• What is required
Select every line below containing the word "canvas".

• Input for this task
^^^^^^^^^^^^^^^^
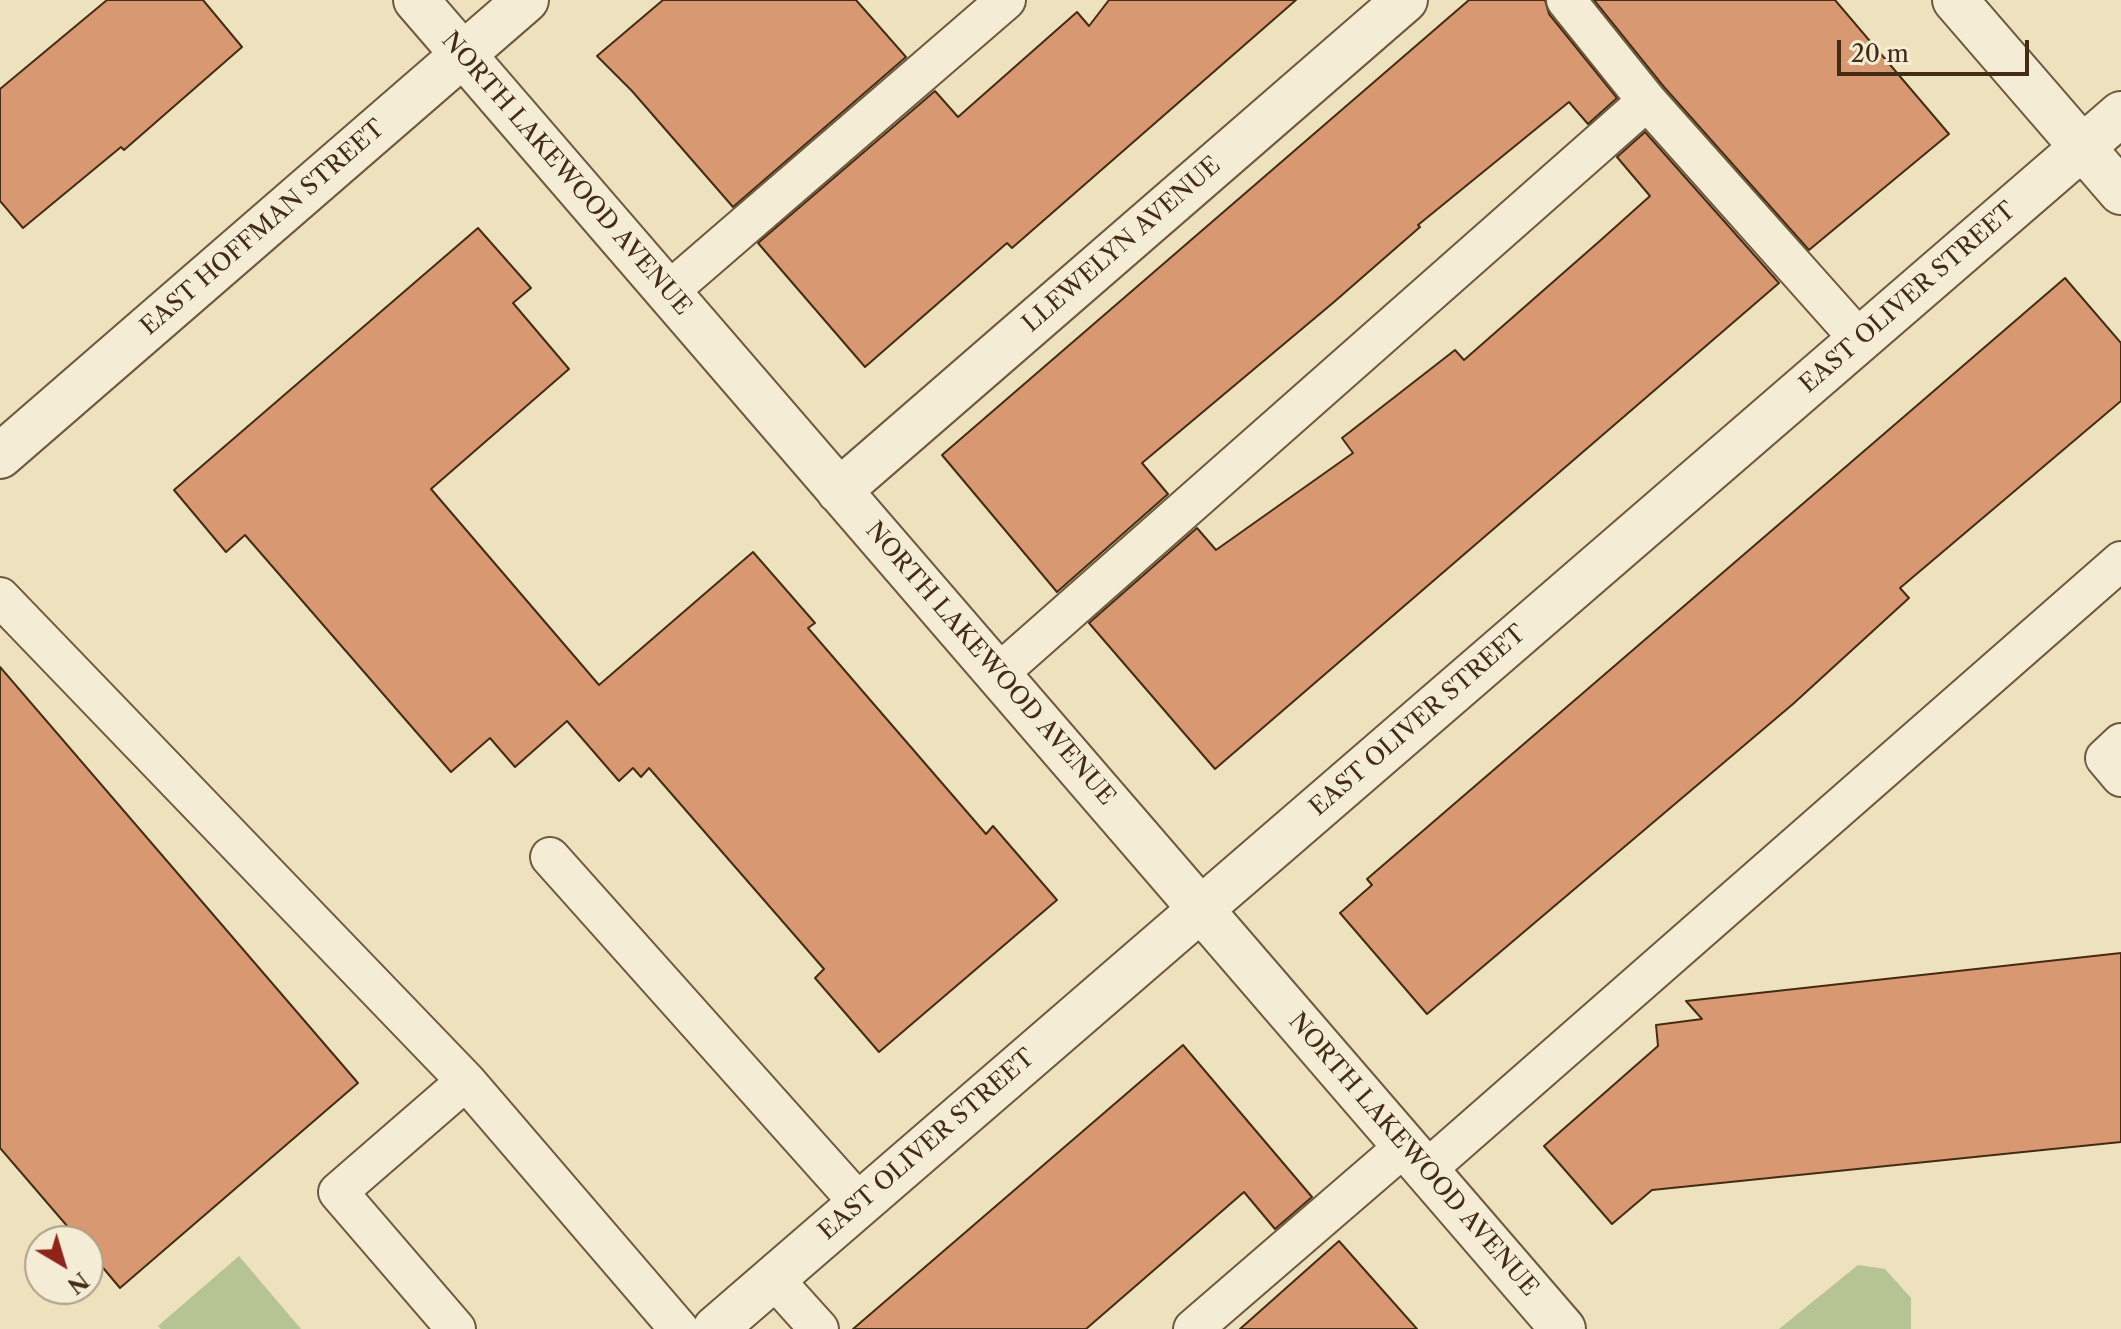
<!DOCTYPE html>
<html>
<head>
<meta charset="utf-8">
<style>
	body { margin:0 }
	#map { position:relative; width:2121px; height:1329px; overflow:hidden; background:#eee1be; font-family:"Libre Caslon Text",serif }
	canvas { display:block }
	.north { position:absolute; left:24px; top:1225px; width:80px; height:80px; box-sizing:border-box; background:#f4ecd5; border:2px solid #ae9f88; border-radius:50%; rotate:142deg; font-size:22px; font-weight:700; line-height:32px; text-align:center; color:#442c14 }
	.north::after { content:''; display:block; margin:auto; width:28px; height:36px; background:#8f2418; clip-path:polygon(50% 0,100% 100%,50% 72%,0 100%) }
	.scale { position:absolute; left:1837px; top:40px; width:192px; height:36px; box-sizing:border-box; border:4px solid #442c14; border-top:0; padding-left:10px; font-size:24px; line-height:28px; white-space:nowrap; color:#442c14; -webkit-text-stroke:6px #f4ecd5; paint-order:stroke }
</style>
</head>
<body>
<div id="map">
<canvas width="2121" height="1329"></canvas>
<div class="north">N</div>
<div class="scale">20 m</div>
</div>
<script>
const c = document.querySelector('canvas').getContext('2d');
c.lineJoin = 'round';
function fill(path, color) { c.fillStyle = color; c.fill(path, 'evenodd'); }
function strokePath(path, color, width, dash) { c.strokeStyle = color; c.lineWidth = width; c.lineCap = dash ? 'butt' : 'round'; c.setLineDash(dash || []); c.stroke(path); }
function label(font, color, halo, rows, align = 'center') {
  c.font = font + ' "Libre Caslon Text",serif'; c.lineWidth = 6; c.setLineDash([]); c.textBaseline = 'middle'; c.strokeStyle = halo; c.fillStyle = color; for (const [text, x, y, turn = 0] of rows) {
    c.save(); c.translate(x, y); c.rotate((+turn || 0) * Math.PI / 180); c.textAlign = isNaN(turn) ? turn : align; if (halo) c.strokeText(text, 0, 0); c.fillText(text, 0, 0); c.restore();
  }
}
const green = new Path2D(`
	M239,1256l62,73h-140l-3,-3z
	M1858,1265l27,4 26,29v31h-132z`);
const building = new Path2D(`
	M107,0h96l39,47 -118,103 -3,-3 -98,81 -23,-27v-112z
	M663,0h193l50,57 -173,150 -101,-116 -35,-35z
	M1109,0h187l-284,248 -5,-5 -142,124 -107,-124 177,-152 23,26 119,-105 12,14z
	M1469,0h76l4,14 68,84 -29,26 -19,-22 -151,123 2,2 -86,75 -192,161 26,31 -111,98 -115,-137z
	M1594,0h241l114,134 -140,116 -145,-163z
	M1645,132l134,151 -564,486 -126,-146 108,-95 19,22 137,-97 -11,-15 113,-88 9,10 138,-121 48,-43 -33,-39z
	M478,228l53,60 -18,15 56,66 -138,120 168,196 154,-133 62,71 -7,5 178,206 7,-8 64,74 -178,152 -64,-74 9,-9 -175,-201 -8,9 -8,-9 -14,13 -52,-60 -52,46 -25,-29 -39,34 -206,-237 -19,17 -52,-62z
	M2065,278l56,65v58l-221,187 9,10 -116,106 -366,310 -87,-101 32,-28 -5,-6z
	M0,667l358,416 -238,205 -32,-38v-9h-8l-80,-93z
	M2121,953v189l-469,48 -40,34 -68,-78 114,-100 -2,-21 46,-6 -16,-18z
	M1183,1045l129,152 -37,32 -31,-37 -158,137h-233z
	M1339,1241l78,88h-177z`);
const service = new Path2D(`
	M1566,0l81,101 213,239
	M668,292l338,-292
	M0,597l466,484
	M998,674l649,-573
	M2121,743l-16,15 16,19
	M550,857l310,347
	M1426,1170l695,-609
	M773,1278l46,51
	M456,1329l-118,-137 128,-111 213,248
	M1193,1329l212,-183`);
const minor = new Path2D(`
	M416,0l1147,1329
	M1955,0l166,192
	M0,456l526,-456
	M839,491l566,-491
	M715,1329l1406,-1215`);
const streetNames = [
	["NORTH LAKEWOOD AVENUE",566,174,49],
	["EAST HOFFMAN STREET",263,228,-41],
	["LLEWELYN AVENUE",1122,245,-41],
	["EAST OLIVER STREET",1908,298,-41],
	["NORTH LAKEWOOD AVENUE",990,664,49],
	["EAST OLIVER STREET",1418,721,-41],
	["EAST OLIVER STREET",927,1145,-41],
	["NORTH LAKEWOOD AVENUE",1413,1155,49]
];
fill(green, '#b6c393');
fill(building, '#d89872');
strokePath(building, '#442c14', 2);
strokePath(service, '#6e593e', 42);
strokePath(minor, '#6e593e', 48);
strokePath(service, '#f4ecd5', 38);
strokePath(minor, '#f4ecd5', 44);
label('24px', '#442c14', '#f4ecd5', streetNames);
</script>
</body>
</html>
^^^^^^^^^^^^^^^^
• Response for this exercise
	canvas { display:block }
<canvas width="2121" height="1329"></canvas>
const c = document.querySelector('canvas').getContext('2d');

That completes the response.